Language acquisition and communication strategies are in more details discussed in
chapter 1.3.



1.3 Language Learning

     Deaf and hearing people living in the same country do not necessarily have the
same first language. For hearing impaired the spoken language of their country
might differ from their first language and can be second place after sign language.
As sign language does not necessarily follow the same grammatical rules as spoken
language of that particular country, it means that the deaf person has to acquire two
languages (spoken language of their country and sign language) in the same time.
To use an example of hearing person, it means that he or she would have to acquire
Czech language as a mother tongue and English language as to be able to
communicate with the majority of the people around. In other words, a deaf person


                                                                                   10
who uses auditory language in any form (spoken, written) and sign language in the
same time is bilingual.
     Before we look at the differences between sign and spoken language, we
should focus on another communicational strategy and it is lip-reading. Lip-reading
is in fact the combination of lip pattern, facial expression and body language and is
not 100% accurate as generally thought. According to Bauman, only 30-35% of
spoken English is lip-readable. Also accents and dialects can lower the chance to
lip-read the speech and if we also consider the misunderstanding caused by the fact
that lips looking the same can produce different sound we come to the conclusion
that lip-reading is more guessing than accurate communicational strategy (Mole,
McColl and Vale 16). The conclusion confirms the idea of using more methods of
communication as mentioned above.
     Before speaking about another communicational strategy - sign language - it is
useful to define language as such. The language: “may refer either to the specifically
human capacity for acquiring and using complex systems of communication or to a
specific instance of such a system of complex communication” (“Language”). It is
also important to know that sign language has its own grammar and syntax and has
developed, as well as any other spoken language, during the period of time into
separate languages. The following citation clearly expresses the meaning. Sign
languages: “are not collections of gestures nor do they mirror their spoken language
equivalents; they are fully functioning languages in their own right”, moreover,
“Most sign languages are not grammatically linked in any way to their national
spoken language” (Mole, McColl and Vale 17). Every single country has it’s own
spoken as well as sign language and also dialects can be found in both types of
languages.
     The link between spoken language and sign language can be seen in the finger
spelling. Sign languages differ through out the countries (e.g. American Sign
Language, Czech Sign Language) and the finger spelling follows the same rule
which means that there are used different systems of finger spelling in different
countries. However, in general we can distinguish two groups namely one-handed,
for example used in Poland and two handed, for example used in Turkey. The
function of finger spelling is among the others to emphasis some part of the speech
or to finger spell the spoken word which has not an equivalent in the sign language.

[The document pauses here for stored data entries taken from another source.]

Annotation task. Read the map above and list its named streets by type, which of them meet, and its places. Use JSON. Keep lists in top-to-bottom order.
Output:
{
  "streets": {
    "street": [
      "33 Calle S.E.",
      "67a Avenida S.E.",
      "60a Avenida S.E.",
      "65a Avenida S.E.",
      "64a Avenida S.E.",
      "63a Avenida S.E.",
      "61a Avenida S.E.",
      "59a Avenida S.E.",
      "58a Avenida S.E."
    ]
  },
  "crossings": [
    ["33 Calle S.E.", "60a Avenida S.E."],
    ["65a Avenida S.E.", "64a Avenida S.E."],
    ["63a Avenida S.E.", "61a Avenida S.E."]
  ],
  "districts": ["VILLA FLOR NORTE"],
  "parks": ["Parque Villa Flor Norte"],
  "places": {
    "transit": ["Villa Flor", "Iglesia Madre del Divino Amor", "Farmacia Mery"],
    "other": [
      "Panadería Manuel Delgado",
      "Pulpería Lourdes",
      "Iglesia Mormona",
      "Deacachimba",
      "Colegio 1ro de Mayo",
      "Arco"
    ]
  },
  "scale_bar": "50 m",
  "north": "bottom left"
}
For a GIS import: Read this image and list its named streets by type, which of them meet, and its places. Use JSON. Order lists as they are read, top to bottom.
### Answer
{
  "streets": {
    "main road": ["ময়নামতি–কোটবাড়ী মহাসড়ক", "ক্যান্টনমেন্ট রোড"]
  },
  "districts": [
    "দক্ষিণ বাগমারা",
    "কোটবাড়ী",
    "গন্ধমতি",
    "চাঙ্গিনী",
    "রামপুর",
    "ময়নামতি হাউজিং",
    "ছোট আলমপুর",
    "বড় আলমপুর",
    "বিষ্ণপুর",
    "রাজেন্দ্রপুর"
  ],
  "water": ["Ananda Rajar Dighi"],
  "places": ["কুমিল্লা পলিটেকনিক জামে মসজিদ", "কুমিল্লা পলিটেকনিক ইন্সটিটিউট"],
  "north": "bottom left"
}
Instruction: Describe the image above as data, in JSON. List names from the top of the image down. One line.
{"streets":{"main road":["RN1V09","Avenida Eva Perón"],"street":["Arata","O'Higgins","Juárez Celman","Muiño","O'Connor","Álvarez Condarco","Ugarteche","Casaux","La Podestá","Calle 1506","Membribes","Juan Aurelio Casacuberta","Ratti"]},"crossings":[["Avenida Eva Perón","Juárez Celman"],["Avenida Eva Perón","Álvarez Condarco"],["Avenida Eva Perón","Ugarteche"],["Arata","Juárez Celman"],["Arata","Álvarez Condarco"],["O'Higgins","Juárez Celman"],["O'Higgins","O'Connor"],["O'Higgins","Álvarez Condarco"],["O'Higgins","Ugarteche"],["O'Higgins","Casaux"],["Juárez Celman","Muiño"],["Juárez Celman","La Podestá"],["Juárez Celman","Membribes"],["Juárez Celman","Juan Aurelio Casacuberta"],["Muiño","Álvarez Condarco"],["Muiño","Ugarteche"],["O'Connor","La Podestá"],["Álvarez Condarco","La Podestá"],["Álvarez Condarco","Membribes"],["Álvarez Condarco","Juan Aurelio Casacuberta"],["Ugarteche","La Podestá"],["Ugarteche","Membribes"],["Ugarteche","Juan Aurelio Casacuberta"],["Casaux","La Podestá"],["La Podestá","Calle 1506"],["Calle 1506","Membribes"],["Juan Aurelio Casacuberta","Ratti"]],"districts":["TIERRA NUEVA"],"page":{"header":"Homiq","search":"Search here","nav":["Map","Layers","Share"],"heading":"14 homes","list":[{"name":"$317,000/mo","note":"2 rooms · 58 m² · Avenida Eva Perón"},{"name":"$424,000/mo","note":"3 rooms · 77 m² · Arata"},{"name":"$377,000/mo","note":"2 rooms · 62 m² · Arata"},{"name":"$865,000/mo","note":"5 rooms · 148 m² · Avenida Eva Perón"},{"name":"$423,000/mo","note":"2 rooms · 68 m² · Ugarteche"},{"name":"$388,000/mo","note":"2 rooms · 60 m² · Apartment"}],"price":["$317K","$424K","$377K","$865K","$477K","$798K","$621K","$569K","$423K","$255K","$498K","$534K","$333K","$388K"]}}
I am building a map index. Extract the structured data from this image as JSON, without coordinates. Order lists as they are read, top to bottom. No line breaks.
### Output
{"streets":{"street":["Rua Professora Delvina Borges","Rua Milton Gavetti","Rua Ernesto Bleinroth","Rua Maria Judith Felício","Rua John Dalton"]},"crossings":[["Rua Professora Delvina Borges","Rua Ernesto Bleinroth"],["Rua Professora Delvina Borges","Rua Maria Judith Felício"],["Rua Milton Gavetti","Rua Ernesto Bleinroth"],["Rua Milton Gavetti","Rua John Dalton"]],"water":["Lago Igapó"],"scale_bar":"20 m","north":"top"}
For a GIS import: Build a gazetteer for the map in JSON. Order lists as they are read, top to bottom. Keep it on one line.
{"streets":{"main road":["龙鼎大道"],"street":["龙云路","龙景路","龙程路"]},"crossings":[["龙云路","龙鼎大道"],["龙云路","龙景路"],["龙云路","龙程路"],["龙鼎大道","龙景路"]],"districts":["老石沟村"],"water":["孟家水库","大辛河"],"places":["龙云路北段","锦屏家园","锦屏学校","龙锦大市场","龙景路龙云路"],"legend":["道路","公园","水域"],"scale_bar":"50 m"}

                                                                                   11
1.4 Support Staff

      According to Mole, McColl and Vale, the support staff are: ”the ´human aids´
who help deaf people to communicate” and “refer to staff other than the ...teacher
and ...assistants who are supporting the deaf or hearing impaired learner” ( Mole,
McColl and Vale 21). There are many types of the support staff specialist but in this
thesis we will focus only on three of them
             sign language interpreter
             lip-speaker
             note-taker
      First of all, the sign language interpreter is one of who is well-known by the
broader public. A sign language interpreter has to be, as any other interpreter, fluent
in both languages because the translation proceeds simultaneously. For language
classes, the translator should be educated in mother tongue, sign language and
foreign language at the same time which puts a huge demand on him or her. The
reality is usually far from the ideal situation.
      The second type of support staff is lip-speaker who is in fact a kind of
translator. The work of a lip-speaker is to repeat everything what is said by the
person with the deaf person communicates but to make it easier for lip-reading. Lip-
speaker uses finger spelling if needed.
      The last but not least mentioned in this thesis is note-taker. The note-taker
should not differ from previous two members of support staff in terms that he or she
should provide the exact text that was said and not only summarize the important
points. In other words, the note-taker is a translator from spoken to written (Mole,
McColl and Vale 22). Once again the note-taker in a foreign language class should
have knowledge of the foreign language to be able to write what is really said
without mistakes.
      The support staff, student and teacher make one team and all of them
participate in the student’s learning. It is highly recommended or obligatory for the
support staff and teacher to have a meeting where they agree on their
communication which includes teachers´ providing supportive materials such as
handouts or presentations. Their cooperation should be of high quality from all sides
and if teacher have questions or suggestions the member of the support staff should
be willing to discuss it with him or her.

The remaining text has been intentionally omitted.